Tuesday, June 18, 2013

Children with Special Needs: Sexual Development and Adolescent Disability

Sexual development is a multidimensional phenomenon inextricably tied to self-esteem and the capacity to connect with others. The ways in which children and adolescents develop sexually have a strong impact on their ability to successfully navigate this process as an adult. Sexual development is complicated for adolescents with physical disabilities or cognitive, social, or emotional delays, whose identities are oftentimes erroneously equated with asexuality or reproductive inability. Sexual experimentation and behavior is as common among teens with these challenges as in their counterparts, emphasizing the need to discuss sexuality with these youth and ensuring that societal and psychosocial barriers do not hinder their development.

Adolescents may need help talking about these things but have difficulty bringing them up because of feelings of uncertainty, awkwardness, inadequacy, or a lack of language and understanding. Parents may assist by facilitating these conversations without embarrassment and assuring children that their concerns are normal. What follows are a few considerations for parents and caregivers to think about regarding sexual development of teens with special needs:
  • Development of a positive sense of self: Self-image is critical during transformative adolescent years of physical, emotional and social changes. Adolescents with physical, cognitive, social, or emotional challenges are often very conscious of these changes and sometimes see themselves as different from some of their peers, potentially creating anxiety for the teen, especially in the area of sexuality. Inquiries should be made regarding the way an adolescent feels about his/her specific challenge and all that it entails.

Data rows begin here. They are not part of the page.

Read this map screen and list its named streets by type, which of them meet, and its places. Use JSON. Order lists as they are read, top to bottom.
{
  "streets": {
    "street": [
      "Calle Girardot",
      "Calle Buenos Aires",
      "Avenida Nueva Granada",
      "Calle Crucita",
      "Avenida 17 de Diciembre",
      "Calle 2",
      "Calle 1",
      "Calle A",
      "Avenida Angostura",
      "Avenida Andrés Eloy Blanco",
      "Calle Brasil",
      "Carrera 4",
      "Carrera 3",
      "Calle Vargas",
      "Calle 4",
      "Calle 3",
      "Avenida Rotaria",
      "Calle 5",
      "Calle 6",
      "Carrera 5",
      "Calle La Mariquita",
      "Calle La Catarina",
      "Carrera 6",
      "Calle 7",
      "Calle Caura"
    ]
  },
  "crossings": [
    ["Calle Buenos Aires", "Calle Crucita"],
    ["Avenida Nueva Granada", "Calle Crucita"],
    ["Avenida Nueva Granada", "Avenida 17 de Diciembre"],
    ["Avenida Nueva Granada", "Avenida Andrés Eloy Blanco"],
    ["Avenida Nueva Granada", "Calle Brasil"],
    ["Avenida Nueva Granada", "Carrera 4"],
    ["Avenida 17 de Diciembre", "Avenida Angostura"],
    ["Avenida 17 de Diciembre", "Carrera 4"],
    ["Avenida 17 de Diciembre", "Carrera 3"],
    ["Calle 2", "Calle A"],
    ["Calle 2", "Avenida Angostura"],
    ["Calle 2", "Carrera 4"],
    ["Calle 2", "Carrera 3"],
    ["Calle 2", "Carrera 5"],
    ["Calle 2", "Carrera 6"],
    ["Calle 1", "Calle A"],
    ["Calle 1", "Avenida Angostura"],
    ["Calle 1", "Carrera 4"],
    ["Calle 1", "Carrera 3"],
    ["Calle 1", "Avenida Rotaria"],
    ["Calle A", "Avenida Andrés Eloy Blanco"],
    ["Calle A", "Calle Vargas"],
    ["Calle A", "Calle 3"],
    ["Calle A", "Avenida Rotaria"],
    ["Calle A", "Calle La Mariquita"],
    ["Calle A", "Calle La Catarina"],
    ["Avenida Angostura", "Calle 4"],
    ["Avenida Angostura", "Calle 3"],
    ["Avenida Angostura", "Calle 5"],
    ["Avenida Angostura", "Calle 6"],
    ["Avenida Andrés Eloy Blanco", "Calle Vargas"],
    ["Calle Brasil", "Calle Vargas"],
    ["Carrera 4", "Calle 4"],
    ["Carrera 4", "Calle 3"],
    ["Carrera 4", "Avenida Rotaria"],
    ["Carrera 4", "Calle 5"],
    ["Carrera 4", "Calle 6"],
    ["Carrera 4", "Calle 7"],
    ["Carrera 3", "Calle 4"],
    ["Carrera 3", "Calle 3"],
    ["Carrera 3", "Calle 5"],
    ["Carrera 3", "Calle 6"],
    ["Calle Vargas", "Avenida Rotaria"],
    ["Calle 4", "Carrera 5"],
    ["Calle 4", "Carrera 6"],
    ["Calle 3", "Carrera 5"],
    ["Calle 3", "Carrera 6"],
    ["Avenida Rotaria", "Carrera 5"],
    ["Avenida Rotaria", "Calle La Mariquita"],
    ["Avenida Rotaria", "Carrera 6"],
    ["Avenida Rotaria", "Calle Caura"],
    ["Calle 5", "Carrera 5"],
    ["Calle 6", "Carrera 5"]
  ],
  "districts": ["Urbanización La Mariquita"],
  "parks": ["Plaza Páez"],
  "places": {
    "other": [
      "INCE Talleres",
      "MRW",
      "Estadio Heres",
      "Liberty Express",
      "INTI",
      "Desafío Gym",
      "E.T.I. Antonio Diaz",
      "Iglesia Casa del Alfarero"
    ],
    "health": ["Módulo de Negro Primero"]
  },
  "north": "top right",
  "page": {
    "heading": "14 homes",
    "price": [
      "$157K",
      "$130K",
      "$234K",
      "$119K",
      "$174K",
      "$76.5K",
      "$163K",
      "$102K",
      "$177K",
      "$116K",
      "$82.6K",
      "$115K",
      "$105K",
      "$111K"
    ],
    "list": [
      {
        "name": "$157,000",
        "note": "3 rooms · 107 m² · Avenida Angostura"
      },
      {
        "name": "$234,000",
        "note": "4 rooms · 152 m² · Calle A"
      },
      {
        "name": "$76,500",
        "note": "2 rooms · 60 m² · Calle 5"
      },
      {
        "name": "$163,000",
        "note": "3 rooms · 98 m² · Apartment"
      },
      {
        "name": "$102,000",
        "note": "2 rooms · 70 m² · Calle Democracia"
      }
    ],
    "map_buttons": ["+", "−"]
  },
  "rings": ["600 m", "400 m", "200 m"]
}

It is normal for a teenager to experience a sense of loss resulting from their special needs and mourning may be necessary.
  • Independence from parents/caregivers: Many adolescents with a physical, cognitive, social, or emotional challenge understand they require the assistance of caregivers to perform certain functions. However, just like any developing adolescent, they too, wish to achieve a sense of self-reliance and efficacy. Parents may fear that allowing too much independence, though, may somehow be harmful to the adolescent. While a valid concern, parents need to be mindful of their anxieties and worries. Adolescents with these challenges long for the space to grow and try things on their own and develop a sense of responsibility. Not having the ability to do so may hinder their opportunities for normal social and sexual experimentation. 
  • Learning social skills: Friendships are key to adolescents’ sense of self-worth and adolescents with physical, cognitive, social, or emotional challenges feel better about themselves when they are accepted by their peers. Planning for and providing opportunities for these youth to spend time with friends helps them to master appropriate greetings, eye contact, body language, personal space and self-advocacy skills. Typically, inappropriate sexual behavior is the result of developmental immaturity rather than sexual deviance and these opportunities provide a space to learn acceptable behavior. Furthermore, because of the higher risk of sexual abuse among children with special needs, social opportunities and discussions around this area diminish the likelihood that these children will be taken advantage of.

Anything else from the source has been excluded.